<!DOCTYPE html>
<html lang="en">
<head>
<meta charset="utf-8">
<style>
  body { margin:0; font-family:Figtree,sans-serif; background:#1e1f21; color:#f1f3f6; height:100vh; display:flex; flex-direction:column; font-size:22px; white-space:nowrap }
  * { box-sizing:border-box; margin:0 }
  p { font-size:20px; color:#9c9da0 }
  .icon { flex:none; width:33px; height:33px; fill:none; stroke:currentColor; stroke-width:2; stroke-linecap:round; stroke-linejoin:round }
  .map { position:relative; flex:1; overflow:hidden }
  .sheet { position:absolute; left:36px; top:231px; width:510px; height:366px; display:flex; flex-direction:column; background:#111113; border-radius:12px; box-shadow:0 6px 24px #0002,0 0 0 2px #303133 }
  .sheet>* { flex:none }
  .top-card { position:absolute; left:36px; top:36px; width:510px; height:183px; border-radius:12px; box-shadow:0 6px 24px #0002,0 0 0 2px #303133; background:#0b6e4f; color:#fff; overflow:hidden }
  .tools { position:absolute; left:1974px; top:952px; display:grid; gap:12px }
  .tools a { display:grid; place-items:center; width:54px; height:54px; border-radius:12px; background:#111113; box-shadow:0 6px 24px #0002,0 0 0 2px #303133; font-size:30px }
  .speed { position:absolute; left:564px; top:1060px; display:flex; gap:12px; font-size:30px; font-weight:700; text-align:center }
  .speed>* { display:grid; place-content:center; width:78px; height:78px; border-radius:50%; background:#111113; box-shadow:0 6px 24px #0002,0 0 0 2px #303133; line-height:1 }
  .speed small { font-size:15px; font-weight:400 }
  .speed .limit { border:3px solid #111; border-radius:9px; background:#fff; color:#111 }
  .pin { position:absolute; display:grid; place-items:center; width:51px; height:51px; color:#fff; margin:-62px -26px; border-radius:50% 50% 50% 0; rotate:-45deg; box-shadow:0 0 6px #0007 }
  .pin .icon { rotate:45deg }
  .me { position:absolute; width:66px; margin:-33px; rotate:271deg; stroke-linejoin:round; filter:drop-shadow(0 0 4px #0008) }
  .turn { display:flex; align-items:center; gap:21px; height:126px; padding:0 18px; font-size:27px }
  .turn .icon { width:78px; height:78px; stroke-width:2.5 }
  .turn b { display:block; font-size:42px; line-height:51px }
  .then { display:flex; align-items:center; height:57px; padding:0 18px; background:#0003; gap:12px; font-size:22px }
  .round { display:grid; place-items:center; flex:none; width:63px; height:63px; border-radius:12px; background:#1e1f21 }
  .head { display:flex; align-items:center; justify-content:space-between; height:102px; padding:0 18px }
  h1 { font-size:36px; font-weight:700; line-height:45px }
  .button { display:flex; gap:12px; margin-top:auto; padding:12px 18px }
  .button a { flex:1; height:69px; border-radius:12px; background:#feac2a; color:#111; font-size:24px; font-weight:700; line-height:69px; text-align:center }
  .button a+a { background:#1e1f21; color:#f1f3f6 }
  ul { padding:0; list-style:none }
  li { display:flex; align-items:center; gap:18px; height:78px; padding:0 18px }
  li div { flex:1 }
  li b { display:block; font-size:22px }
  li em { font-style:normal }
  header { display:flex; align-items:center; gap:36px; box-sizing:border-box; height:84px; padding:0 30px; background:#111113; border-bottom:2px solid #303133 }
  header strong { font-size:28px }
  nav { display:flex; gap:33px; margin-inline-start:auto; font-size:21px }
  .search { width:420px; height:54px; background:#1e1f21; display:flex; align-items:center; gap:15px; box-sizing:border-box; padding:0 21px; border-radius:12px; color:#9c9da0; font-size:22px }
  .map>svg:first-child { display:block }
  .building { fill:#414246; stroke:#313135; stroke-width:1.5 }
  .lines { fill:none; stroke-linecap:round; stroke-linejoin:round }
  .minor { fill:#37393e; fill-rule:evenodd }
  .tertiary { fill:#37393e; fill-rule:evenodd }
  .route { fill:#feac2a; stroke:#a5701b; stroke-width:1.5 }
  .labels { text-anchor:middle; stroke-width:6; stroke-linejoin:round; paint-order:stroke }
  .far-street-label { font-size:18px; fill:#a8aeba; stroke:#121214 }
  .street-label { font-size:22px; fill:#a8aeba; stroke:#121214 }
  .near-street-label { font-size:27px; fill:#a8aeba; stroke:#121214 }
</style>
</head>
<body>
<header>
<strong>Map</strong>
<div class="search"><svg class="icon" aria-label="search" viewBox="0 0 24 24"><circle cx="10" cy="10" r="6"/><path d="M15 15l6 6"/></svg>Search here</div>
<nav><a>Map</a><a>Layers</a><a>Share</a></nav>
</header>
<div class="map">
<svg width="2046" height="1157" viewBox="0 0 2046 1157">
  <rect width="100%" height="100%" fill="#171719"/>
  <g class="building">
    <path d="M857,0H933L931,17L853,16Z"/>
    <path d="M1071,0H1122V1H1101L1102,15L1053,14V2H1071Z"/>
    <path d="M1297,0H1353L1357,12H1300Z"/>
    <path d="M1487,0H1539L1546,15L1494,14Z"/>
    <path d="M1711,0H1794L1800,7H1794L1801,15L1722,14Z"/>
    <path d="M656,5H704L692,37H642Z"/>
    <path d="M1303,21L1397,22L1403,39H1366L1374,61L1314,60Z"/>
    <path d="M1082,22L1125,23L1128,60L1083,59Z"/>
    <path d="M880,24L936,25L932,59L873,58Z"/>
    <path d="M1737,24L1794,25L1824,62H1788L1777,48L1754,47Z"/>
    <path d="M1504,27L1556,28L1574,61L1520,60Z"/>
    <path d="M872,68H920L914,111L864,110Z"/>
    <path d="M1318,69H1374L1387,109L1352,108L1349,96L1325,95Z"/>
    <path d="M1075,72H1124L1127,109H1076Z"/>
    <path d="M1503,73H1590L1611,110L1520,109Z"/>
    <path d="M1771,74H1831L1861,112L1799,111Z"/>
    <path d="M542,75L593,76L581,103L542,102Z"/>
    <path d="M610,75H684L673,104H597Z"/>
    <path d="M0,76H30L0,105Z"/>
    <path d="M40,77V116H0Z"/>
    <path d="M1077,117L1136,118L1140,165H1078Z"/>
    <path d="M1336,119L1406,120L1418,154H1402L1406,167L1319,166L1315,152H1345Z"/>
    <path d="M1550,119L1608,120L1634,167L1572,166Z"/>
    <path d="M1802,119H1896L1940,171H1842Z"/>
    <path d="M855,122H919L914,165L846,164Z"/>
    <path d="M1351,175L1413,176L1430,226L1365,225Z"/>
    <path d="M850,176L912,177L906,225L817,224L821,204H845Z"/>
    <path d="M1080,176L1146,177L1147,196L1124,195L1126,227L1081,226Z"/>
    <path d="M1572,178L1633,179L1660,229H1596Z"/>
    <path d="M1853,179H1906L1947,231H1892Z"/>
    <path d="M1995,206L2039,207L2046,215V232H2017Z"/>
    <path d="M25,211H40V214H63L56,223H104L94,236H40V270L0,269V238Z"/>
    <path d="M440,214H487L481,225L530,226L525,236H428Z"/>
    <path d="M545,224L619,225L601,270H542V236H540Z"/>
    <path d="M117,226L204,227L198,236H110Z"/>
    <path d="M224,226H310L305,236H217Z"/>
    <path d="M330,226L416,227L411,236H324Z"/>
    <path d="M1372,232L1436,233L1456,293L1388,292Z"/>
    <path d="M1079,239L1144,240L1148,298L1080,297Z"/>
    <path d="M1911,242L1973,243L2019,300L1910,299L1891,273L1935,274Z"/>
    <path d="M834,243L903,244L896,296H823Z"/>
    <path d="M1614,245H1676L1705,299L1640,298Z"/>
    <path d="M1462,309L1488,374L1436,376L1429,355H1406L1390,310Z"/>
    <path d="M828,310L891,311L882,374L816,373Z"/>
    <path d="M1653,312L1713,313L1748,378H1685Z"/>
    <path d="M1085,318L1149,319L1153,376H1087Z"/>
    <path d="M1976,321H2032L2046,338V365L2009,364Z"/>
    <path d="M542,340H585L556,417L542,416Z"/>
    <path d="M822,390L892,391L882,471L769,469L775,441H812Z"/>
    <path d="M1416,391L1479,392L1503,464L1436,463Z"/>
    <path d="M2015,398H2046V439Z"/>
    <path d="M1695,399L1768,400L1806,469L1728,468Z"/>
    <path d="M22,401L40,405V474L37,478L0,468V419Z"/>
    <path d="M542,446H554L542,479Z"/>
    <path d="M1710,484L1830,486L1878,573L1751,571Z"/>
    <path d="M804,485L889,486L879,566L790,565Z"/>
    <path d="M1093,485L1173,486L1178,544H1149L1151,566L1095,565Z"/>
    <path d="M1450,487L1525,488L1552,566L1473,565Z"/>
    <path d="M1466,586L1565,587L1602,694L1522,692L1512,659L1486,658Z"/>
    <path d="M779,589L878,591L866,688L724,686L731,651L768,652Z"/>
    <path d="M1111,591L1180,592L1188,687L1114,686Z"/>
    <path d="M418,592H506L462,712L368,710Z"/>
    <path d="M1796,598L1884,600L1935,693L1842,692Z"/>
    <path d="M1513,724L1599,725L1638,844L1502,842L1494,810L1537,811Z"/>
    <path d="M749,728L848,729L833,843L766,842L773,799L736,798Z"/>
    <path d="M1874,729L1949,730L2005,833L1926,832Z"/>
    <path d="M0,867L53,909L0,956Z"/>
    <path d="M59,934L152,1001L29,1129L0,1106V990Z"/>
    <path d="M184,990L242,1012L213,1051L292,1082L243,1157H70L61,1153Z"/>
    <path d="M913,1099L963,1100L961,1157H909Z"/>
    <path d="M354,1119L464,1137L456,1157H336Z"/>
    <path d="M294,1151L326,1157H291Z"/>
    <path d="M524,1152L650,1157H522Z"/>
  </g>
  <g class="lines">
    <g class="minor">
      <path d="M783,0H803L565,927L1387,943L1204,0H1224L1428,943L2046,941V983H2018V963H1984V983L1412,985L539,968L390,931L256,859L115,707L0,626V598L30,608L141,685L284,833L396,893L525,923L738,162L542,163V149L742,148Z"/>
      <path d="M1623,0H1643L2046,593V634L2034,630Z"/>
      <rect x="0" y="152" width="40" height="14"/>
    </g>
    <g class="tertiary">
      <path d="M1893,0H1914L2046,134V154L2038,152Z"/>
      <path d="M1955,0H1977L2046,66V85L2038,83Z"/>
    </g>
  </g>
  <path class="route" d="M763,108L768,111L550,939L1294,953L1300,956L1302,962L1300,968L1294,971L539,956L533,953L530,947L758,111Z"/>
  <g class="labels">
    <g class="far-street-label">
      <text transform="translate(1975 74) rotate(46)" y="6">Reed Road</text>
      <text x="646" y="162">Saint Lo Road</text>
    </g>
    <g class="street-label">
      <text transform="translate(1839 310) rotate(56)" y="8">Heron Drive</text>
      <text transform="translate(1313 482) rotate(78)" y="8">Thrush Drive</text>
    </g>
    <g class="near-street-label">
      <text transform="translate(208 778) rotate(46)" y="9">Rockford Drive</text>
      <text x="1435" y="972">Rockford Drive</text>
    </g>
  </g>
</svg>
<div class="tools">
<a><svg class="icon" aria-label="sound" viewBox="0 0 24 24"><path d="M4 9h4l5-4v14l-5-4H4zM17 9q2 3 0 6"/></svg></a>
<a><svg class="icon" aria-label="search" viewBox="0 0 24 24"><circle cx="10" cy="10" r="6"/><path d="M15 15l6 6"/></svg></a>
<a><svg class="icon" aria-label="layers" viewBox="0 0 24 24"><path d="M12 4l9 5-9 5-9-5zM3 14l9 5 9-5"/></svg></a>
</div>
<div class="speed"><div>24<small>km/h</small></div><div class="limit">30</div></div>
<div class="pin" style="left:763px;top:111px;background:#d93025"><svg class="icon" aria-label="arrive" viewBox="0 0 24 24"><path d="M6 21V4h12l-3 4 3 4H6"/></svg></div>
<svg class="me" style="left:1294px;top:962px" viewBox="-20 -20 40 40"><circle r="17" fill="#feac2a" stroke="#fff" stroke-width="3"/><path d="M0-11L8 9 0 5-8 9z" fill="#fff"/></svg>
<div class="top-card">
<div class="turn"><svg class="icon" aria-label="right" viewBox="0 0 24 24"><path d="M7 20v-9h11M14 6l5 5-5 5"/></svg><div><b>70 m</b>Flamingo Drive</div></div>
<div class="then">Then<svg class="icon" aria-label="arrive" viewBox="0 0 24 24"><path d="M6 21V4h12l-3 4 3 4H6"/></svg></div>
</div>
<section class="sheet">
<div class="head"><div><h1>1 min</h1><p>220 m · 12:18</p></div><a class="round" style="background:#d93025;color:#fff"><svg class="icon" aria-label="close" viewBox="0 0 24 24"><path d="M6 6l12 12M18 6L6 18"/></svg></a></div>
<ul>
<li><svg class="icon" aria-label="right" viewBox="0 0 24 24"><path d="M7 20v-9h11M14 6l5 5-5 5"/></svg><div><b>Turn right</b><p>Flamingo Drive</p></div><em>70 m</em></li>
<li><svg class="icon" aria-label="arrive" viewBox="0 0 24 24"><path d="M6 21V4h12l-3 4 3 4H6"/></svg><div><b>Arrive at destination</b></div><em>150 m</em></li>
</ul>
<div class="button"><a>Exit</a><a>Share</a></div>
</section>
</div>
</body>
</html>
::::::::::
§ **WHAT TO WORK ON**
Filter the data above by the word "linecap" and copy every line that matches.

§ **RESULT OF THE EXERCISE**
  .icon { flex:none; width:33px; height:33px; fill:none; stroke:currentColor; stroke-width:2; stroke-linecap:round; stroke-linejoin:round }
  .lines { fill:none; stroke-linecap:round; stroke-linejoin:round }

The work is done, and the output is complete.